Abstract

The shoot apical meristem (SAM) functions to generate external architecture and internal tissue pattern as well as to maintain a self-perpetuating population of stem-cell-like cells. The internal three-dimensional architecture of the vascular system corresponds closely to the external arrangement of lateral organs, or phyllotaxis. This paper reviews this correspondence for dicotyledonous plants in general and in Arabidopsis thaliana (L.) Heynh., specifically. Analysis is partly based on the expression patterns of the class III homeodomain-leucine zipper transcription factor ARABIDOPSIS THALIANA HOMEOBOX GENE 8 (ATHB8), a marker of the procambial and preprocambial stages of vascular development, and on the anatomical criteria for recognizing vascular tissue pattern.

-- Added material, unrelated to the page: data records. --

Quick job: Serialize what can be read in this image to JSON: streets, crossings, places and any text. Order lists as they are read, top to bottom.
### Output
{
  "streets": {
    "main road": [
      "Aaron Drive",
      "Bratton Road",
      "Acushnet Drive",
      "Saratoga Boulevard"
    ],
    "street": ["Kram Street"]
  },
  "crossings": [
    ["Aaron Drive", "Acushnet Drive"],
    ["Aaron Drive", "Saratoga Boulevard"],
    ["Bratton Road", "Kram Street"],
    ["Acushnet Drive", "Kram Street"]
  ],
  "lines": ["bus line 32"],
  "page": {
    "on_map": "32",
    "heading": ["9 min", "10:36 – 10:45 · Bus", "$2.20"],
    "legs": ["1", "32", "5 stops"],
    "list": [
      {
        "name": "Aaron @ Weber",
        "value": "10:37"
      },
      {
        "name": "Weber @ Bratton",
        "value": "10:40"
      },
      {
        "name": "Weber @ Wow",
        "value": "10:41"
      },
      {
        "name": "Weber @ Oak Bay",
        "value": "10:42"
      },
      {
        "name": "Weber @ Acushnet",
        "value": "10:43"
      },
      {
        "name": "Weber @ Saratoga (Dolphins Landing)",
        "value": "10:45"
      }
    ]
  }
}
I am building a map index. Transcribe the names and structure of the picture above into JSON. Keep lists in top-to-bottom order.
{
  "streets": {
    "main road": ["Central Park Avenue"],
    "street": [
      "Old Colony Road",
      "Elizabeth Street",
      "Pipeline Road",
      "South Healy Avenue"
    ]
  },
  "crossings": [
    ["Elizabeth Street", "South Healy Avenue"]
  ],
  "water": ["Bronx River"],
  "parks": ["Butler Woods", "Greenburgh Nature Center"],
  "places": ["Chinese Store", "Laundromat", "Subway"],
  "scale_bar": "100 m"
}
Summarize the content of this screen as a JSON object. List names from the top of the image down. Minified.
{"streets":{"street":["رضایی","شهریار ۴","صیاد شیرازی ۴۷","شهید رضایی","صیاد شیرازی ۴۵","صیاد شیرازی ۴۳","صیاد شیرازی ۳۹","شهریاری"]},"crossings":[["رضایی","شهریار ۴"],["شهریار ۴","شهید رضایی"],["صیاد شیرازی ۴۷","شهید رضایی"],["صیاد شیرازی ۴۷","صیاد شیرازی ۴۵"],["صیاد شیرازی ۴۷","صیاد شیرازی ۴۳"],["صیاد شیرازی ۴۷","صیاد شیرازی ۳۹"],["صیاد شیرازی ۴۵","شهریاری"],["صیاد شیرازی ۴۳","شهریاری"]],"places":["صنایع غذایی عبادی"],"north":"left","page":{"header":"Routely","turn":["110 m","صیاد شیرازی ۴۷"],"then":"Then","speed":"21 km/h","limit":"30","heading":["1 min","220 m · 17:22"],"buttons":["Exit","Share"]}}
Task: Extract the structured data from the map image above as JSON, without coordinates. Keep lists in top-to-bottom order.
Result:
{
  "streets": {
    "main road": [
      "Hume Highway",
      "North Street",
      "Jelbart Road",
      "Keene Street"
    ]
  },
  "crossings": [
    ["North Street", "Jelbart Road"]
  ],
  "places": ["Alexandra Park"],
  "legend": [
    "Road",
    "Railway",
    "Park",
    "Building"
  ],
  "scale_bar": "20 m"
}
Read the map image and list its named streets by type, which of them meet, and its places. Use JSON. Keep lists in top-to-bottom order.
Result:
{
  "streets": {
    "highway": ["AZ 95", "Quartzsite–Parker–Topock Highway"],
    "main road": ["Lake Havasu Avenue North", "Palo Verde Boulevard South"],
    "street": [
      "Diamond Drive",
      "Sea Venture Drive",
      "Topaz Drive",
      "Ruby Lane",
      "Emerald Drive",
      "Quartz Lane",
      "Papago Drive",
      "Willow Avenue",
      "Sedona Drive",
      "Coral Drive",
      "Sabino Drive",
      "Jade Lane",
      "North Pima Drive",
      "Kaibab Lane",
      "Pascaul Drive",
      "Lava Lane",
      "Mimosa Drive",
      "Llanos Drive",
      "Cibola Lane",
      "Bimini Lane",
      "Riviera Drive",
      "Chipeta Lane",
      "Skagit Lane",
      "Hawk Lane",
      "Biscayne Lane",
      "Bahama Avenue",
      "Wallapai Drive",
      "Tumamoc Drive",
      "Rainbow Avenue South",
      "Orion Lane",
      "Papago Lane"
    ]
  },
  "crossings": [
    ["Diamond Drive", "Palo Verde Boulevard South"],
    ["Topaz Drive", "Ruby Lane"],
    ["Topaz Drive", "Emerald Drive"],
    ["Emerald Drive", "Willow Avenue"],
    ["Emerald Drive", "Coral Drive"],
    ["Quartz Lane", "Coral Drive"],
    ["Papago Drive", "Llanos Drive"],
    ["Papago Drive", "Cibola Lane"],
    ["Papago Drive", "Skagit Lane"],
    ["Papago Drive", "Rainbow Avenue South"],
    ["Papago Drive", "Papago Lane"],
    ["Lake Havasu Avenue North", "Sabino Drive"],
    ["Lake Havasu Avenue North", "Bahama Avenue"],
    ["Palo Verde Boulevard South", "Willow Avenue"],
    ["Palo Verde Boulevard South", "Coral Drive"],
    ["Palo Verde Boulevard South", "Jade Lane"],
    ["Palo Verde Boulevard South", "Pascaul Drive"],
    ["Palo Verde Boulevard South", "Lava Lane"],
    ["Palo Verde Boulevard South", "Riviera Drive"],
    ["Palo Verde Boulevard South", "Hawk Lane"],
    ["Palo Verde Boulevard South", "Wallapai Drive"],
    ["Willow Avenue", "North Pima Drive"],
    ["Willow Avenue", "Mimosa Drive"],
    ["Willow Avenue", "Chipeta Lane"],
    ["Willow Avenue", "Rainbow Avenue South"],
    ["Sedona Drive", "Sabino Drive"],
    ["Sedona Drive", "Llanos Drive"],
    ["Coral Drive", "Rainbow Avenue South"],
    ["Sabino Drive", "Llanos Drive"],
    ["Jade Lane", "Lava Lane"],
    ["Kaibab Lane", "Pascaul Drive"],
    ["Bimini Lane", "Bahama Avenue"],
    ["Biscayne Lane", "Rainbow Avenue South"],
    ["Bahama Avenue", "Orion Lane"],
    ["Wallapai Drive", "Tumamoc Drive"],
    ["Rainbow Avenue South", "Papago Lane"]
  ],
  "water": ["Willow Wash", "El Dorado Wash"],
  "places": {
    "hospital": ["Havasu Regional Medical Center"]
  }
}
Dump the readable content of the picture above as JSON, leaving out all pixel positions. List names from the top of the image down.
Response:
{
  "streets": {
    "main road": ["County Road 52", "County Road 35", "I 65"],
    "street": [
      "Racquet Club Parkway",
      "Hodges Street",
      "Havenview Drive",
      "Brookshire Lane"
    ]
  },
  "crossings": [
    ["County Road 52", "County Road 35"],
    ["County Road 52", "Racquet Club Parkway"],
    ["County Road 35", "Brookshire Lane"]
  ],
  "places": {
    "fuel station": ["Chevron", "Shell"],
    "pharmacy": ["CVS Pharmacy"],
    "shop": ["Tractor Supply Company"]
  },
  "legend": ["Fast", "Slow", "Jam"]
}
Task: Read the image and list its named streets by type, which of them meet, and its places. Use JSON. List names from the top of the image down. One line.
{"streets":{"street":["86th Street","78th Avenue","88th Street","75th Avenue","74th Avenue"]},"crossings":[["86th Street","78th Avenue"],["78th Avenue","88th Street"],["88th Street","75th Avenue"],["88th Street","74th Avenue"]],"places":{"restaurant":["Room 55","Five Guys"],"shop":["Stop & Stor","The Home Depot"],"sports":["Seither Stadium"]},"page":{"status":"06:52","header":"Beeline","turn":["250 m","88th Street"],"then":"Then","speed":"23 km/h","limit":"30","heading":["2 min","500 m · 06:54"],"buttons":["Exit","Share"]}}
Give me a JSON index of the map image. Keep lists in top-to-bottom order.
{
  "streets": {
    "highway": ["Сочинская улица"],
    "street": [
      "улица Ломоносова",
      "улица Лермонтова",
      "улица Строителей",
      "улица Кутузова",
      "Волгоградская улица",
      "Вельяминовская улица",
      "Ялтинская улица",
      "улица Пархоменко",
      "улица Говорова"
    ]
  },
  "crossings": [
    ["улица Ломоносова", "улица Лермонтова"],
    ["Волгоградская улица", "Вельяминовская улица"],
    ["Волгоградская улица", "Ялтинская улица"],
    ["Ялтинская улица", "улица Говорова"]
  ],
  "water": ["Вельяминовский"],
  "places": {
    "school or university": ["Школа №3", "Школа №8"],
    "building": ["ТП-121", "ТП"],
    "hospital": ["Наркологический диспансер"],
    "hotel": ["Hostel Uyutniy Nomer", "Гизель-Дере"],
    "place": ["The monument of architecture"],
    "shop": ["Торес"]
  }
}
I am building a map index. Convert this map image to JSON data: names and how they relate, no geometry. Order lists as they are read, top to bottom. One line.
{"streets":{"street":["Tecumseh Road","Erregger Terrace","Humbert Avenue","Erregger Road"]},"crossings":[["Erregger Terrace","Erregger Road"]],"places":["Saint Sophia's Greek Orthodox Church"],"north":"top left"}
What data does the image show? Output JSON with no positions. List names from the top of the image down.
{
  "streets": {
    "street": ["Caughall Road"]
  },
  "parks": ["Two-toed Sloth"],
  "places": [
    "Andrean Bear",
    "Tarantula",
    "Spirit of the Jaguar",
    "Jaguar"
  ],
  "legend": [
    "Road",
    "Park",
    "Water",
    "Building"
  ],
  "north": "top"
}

The close correspondence between phyllotaxis and vascular pattern present in mature tissues arises at early stages of development, at least by the first plastochron of leaf primordium outgrowth. Current literature provides an integrative model in which local variation in auxin concentration regulates both primordium formation on the SAM and the first indications of a procambial prepattern in the position of primordium leaf trace as well as in the elaboration of leaf vein pattern. The prospects for extending this model to the development of the complex three-dimensional vascular architecture of the shoot are promising.